Rescuing macroeconomics?

It’s always with great diffidence that I write about macroeconomics. Although I’m in good company in being sceptical about much of macro (see this roundup from Bruegel and this view from Noah Smith, for instance), I’m all too well aware of the limits of my knowledge. So with that warning, here’s what I made of Roger Farmer’s very interesting new book, Prosperity for All: How To Prevent Financial Crises.

The book starts with his critique of conventional DSGE real business cycle and also New Keynesian models. Farmer rightly dismisses the idea that it’s ok to mangle the data through a Hodrick-Prescott filter and ‘calibrate’ the model, as in the real business cycle approach. But he also has a chapter criticising the (now) more conventional New Keynesian models. He writes, “Macroeconomics has taken the wrong path. The error has nothing to do with classical versus New Keynesian approaches. It is a more fundamental error that pervades both.” This is the idea that there is an ultimate full employment equilibrium. Echoing Paul Romer‘s recent broadside, he describes both as phlogiston theory. Echoing a number of others, he describes New Keynesian models as being like Ptolemaic astronomy, adding more and more complexity in a desperate and degenerate attempt to keep the theory roughly aligned to evidence.

The book demolishes the idea that there is a natural rate of unemployment (and thus also the idea of the output gap). Farmer argues that there are multiple possible outcomes and unemployment in many of these will persist in equilibrium. His alternative model – also a DSGE approach – replaces the New Keynesian Phillips Curve with a ‘belief function’, assuming that beliefs about future expected (nominal) output growth equal current realized growth.

It seems obvious to me that this approach is preferable to the New Keynesian and certainly RBC models, although this obviousness is rooted in my intuition – of course unepmloyment can persist and there can be multiple equilibria, duh! However, some things about it are less appealing. Above all, Farmer’s assumption that consumption is a function of wealth, not income. He replaces the conventional consumption function with one more purely related to the Permanent Income Hypothesis. This troubles me, although not because I disagreeĀ  with his view that the conventional Keynesian consumption function and multiplier are inconsistent with macro data. However, I thought the permanent income hypothesis sat badly with the data also, as it implies more consumption smoothing than is observed. It seems incredible too that many people look forward very far in determining their consumption level even if they do note and respond to asset price changes. Besides, most people have low net wealth – indeed, 26% of Britons have negative net financial wealth.

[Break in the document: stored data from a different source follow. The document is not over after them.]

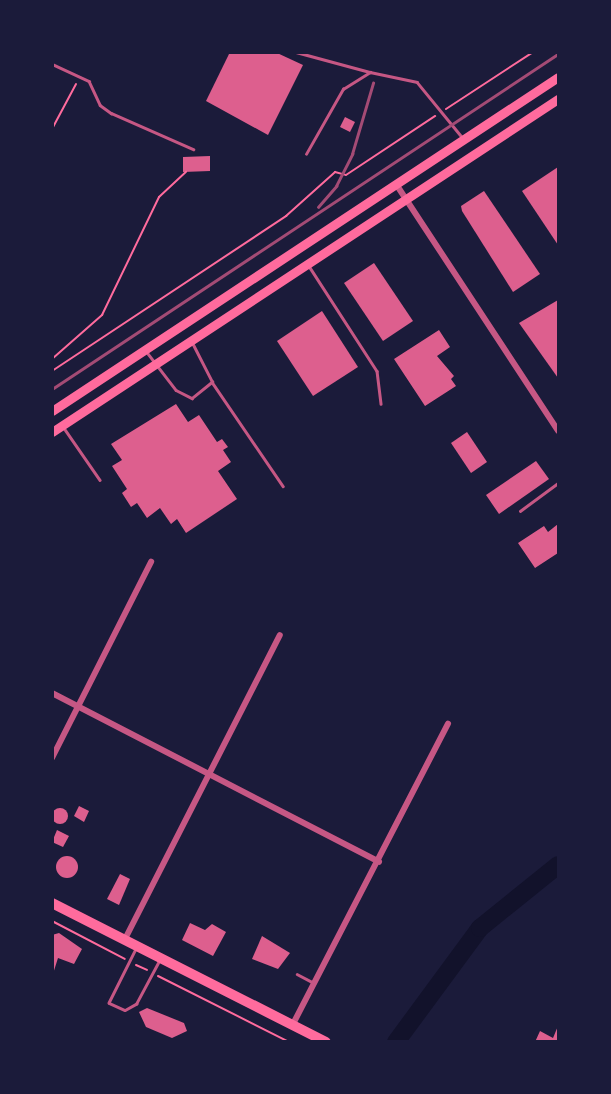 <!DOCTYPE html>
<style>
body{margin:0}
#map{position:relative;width:611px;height:1094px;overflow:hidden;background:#1b1b3a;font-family:"Varela Round",sans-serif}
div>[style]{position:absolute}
.river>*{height:18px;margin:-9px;padding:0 9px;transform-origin:9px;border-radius:9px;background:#12122b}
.building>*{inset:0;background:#dd5f8e}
.round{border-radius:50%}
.path>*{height:2px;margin:-1px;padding:0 1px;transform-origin:1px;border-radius:1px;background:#ff6b9d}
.service>*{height:2.5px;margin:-1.25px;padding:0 1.25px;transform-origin:1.25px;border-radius:1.25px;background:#c65784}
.minor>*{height:6px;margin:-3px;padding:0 3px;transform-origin:3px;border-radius:3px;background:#c65784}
.secondary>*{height:9px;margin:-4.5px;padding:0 4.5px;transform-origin:4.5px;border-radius:4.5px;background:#ff6b9d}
.primary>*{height:10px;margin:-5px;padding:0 5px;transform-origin:5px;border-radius:5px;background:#ff6b9d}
.rail>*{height:2.5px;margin:-1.25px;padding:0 1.25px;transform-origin:1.25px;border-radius:1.25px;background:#a44b75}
span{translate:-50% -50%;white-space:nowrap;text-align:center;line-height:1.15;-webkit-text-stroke:7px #1b1b3a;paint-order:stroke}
.frame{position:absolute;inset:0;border:54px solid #1b1b3a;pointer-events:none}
</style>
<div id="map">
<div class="river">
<i style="left:396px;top:1042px;width:142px;rotate:-53.6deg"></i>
<i style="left:480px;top:928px;width:100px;rotate:-38.9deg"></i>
</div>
<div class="building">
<i style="clip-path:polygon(230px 52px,275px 52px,303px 65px,268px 135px,206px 101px)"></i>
<i style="clip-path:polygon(345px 117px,355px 122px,350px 132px,340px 127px)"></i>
<i style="clip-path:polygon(210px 156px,210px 171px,183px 172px,183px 157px)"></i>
<i style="clip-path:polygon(558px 167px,558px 245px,522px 191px)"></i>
<i style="clip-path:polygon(484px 191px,540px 274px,513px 292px,462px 211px,461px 206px)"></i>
<i style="clip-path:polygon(374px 263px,413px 321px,383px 341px,344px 283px)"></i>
<i style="clip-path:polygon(558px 300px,558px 378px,519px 323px)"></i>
<i style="clip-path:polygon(322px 311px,358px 367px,313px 396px,277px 341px)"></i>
<i style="clip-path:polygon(439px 330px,450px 347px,437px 356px,454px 376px,451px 379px,456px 386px,425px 406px,394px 359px)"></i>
<i style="clip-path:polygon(176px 404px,188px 422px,199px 415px,217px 442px,222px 439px,228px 447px,223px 450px,231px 462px,218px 471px,237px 499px,186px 533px,177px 519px,171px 524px,160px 508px,147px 518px,137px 503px,131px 507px,122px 493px,127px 489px,112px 466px,122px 460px,111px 444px)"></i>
<i style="clip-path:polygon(467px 432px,487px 462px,471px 473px,451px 443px)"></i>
<i style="clip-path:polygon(536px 461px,549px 479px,499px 514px,486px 495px)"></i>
<i style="clip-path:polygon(558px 524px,558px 553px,535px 568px,518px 543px,544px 526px,548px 532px)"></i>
<i style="clip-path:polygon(79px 806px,89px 811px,84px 822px,74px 816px)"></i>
<i class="round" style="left:52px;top:808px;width:16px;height:16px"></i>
<i style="clip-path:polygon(57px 830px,69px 836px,63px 847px,52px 842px)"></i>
<i class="round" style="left:56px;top:856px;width:22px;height:22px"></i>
<i style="clip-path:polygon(120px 874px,130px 879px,119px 905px,107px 899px)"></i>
<i style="clip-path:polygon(190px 923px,205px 930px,212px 924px,226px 932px,213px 956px,182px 940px)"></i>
<i style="clip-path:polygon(59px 933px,82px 949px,74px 964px,58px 958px,52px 977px,52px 935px)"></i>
<i style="clip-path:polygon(262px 936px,290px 953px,278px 969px,252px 959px)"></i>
<i style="clip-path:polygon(147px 1008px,184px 1023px,187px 1031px,172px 1038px,146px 1027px,139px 1012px)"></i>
<i style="clip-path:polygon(558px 1026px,558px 1042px,535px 1042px,540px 1031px,553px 1038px)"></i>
</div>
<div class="path">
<i style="left:446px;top:109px;width:104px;rotate:-33.2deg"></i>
<i style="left:52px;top:129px;width:51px;rotate:-61.9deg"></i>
<i style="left:52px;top:359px;width:67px;rotate:-41.3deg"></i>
<i style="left:102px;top:315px;width:131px;rotate:-64.2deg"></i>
<i style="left:159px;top:197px;width:37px;rotate:-43deg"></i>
<i style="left:52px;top:371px;width:281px;rotate:-33.5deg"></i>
<i style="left:286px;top:216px;width:66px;rotate:-41.9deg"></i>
<i style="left:335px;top:172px;width:11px;rotate:15deg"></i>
<i style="left:346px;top:175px;width:107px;rotate:-33.5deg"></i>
<i style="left:52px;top:921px;width:82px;rotate:27.5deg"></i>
<i style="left:136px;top:965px;width:12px;rotate:24deg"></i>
<i style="left:158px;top:976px;width:147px;rotate:26.7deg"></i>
</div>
<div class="service">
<i style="left:296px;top:52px;width:77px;rotate:15.1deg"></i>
<i style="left:52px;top:64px;width:41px;rotate:24.7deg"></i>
<i style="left:89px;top:81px;width:26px;rotate:65deg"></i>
<i style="left:100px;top:105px;width:14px;rotate:36deg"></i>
<i style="left:111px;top:113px;width:90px;rotate:23.7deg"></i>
<i style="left:306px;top:154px;width:75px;rotate:-60.4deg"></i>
<i style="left:343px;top:89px;width:32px;rotate:-32deg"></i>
<i style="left:370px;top:72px;width:48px;rotate:12deg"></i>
<i style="left:417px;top:82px;width:71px;rotate:50.7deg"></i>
<i style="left:309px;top:266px;width:125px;rotate:57.1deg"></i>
<i style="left:377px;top:371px;width:33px;rotate:83deg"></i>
<i style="left:146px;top:351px;width:49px;rotate:52.4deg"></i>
<i style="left:176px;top:390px;width:18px;rotate:27deg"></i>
<i style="left:192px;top:398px;width:26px;rotate:-39deg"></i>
<i style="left:212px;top:382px;width:44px;rotate:-117.1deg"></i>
<i style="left:212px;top:382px;width:126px;rotate:55.7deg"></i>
<i style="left:64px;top:428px;width:63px;rotate:55.3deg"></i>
<i style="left:520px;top:511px;width:47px;rotate:-36.4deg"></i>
<i style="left:52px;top:849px;width:3px;rotate:90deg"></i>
<i style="left:136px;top:949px;width:60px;rotate:116.6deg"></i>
<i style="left:109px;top:1003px;width:17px;rotate:24deg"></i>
<i style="left:125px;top:1010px;width:13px;rotate:-29deg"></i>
<i style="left:136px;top:1004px;width:51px;rotate:-61.9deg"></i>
<i style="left:297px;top:974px;width:17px;rotate:28deg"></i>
</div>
<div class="minor">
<i style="left:396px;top:184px;width:295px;rotate:56.7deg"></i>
<i style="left:52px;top:693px;width:368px;rotate:27.3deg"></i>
<i style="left:52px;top:758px;width:220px;rotate:-63.2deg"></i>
<i style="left:125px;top:939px;width:341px;rotate:-63deg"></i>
<i style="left:293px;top:1024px;width:338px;rotate:-62.7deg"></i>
</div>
<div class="secondary">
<i style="left:52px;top:411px;width:606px;rotate:-33.43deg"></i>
<i style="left:52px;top:432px;width:606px;rotate:-33.35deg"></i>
</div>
<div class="primary">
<i style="left:52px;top:903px;width:307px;rotate:26.9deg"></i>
</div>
<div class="rail">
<i style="left:318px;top:207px;width:28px;rotate:-49deg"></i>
<i style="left:336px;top:186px;width:36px;rotate:-63deg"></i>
<i style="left:352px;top:154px;width:74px;rotate:-73.5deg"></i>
<i style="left:52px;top:389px;width:607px;rotate:-33.51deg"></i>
</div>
<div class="frame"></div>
</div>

As the book points out, this change of assumption, and the role of the belief function, have strong policy implications. The debate about austerity, which is in effect an argument about the size of the multiplier (which we don’t know), is a distraction: higher government deficits will not shift the economy to a lower unemployment equilibrium. Instead, Farmer advocates a policy using the composition of the central bank balance sheet to manage asset markets and thus the level of output, and beliefs, through wealth effects (rather than including asset price inflation in an inflation target, as some have advocated). Balance sheet policies are effective because financial markets are incomplete: future generations cannot trade now; parents canot leave negative bequests.

This is a policy debate I’ll be leaving to those who are more knowledgeable than me – although of course those who know what they’re talking about will also have their own horses they’re backing in the race. It is striking that these macro debates rage around the same small amount of data, which is insufficient to identify any of the models people are battling over. In his excellent book about forecasting, The Signal and the Noise, Nate Silver pointed out that weather forecasters reacted to weaknesses in their models and forecasts by gathering many more data points – more observatories, more frequent collection. I see macroeconomists downloading the same data over and over again, and also ignoring the kinds of data issues (such as the effects of temporal aggregation) that time series econometricians like David Giles point out. So something like the David Hendry model-free approach, as set out in his recent paper, seems the best we can do for now.

My reservations should not stop anybody from reading Prosperity for All. It is an accessible read – undergraduate and maybe even A level students could cope with thisĀ  – and the model is available at I’d like to have seen some discussion of non-US data, and also structural change/non-stationarity. It’s also a short book, and as a macro-ignoramus I’d have liked some sections to be explained more fully. But these are quibbles. This is an important contribution to the debate about macroeconomics, and it’s an important debate because this is what most citizens think economics is all about, and macro policy has a profound effect on their lives.

I’m keen to read other reviews of the book now. I’m sure Roger is more right than the conventional DSGE approach – but also think the how-to-do macro debate is far from settled. How open-minded are more conventional macroeconomists?